Kat comes to the phone. “Good morning!” People think Kat is in a permanent state of just waking up. Or possibly stoned. But this morning, at this hour, she trills like a canary on weed.
I say, “I hear your work is getting attention. Again.”
“You mean Lana from the Chronicle? I asked her to talk to you.”
“Yeah, I mean her. Why didn’t you warn me?”
“She and I had drinks last night. We didn’t stop talking until a couple hours ago.”
“You were up all night with a journalist?”

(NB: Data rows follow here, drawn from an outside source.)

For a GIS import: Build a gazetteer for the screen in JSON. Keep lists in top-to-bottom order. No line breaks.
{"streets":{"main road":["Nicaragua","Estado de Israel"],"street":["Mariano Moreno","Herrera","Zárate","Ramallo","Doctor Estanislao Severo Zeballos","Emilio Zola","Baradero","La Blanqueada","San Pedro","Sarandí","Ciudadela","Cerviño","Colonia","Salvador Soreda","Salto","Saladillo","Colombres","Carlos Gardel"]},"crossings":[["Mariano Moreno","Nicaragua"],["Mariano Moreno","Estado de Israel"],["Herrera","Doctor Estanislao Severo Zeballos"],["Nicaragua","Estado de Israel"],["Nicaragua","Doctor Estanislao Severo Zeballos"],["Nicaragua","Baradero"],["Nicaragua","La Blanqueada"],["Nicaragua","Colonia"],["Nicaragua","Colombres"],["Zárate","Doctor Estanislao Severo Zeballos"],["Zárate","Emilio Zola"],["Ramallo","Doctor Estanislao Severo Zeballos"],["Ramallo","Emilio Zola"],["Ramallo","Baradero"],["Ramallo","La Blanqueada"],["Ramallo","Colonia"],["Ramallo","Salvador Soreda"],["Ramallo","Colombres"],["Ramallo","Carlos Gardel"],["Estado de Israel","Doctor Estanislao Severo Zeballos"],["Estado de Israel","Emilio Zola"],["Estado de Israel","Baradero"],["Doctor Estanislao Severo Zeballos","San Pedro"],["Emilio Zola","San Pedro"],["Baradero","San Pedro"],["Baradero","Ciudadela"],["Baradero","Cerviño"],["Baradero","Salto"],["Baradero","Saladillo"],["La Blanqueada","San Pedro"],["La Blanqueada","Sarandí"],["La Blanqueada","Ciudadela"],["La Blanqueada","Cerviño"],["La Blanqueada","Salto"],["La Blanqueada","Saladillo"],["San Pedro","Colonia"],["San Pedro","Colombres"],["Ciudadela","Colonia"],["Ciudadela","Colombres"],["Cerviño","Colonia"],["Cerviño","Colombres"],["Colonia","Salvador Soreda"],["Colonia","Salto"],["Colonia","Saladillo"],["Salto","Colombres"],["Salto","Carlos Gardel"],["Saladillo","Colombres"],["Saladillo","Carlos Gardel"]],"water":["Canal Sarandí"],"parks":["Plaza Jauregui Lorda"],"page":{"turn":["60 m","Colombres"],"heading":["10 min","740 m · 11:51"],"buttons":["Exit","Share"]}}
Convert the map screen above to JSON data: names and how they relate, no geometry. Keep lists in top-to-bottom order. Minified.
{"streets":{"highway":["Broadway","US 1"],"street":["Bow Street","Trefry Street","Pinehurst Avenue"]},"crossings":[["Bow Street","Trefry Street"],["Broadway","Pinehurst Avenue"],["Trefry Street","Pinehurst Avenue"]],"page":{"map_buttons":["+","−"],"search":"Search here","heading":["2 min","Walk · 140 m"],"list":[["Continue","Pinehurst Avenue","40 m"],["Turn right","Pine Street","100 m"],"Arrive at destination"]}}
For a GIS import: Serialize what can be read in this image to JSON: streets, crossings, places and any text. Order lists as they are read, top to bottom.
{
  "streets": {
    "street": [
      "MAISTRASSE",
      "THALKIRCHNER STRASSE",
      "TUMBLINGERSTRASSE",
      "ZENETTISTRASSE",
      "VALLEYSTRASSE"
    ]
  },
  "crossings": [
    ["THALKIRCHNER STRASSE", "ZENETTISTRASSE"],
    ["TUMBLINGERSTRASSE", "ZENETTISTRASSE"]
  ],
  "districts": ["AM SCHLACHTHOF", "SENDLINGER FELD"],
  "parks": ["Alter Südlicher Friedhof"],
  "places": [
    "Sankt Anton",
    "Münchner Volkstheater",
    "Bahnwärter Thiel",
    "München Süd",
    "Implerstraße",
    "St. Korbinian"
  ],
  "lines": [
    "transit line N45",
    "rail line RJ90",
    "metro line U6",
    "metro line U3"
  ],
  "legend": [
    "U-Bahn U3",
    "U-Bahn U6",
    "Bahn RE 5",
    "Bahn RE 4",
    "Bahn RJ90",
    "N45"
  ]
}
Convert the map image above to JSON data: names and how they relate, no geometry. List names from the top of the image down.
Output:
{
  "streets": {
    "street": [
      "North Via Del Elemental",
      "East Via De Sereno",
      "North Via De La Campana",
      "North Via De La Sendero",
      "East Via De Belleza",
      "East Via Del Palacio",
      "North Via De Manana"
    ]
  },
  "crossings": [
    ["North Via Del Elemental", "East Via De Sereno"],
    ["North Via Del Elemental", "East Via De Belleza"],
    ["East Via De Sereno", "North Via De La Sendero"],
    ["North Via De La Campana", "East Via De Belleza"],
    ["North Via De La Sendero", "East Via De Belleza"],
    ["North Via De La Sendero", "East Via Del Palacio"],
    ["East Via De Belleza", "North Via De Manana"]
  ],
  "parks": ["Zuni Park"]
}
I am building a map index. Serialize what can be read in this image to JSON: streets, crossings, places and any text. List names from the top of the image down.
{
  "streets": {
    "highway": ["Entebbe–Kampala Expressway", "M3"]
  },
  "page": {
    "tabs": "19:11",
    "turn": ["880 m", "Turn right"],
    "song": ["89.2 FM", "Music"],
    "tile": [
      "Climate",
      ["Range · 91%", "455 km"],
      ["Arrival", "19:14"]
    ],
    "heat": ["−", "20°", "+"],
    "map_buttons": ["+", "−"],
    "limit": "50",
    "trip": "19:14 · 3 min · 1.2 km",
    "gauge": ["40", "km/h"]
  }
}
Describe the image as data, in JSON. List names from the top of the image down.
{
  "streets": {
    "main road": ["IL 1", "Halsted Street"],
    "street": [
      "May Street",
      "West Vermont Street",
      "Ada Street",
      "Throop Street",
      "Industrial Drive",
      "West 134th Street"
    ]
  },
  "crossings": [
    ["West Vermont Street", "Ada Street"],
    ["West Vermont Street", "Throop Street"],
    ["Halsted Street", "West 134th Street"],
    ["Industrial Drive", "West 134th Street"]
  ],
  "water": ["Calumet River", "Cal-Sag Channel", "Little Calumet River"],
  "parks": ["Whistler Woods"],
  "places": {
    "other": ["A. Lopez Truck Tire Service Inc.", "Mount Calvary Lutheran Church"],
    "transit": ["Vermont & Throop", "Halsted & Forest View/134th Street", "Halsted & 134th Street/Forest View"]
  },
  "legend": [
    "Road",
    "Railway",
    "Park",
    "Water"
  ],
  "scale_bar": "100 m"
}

“Off the record. We like the same music. We went to a couple of clubs. Then we had early breakfast at Denny’s. It went kind of long. Don’t worry, none of it is quotable.”
“Except the part where you gave her my phone number.”
“Well, she kept asking about you.”
“Why about me?”
“She saw your picture.”
“Where?”
“You know …”
“You used my picture in your installation?”
“But no one knows it’s you.”
“Lana knows it’s me. Because you told her. Kat, we talked about this.”
“Don’t take it so personal, Col. It’s my work.”
“But you used my photo.”
“That doesn’t mean it’s about you.”
“Your sponsor, your West Coast Sunrise, couldn’t cover the cost of new photos? Don’t you think people will jump to a conclusion?”
“They’re happy photos, Coleen. I don’t identify you.” I register the plural form: “photos”.
“Lana knows it’s me. That will go into her article.”
“No. It’s off the record.”
“That’s why she wants to talk to me, Kat. To get it on the record.” I feel sweat running down my back. I will have to change my blouse. I’m not even sure what the rules of “off the record” are. I open my Filofax and write “OTR” on the top of today’s page. I can ask Stephen. My boss.
“You don’t have to talk to her,” Kat is saying.
“Then why did you give her my number?”
I can picture the sleepy look coming back into Kat’s face. She yawns loudly. She says, “So you could say no.”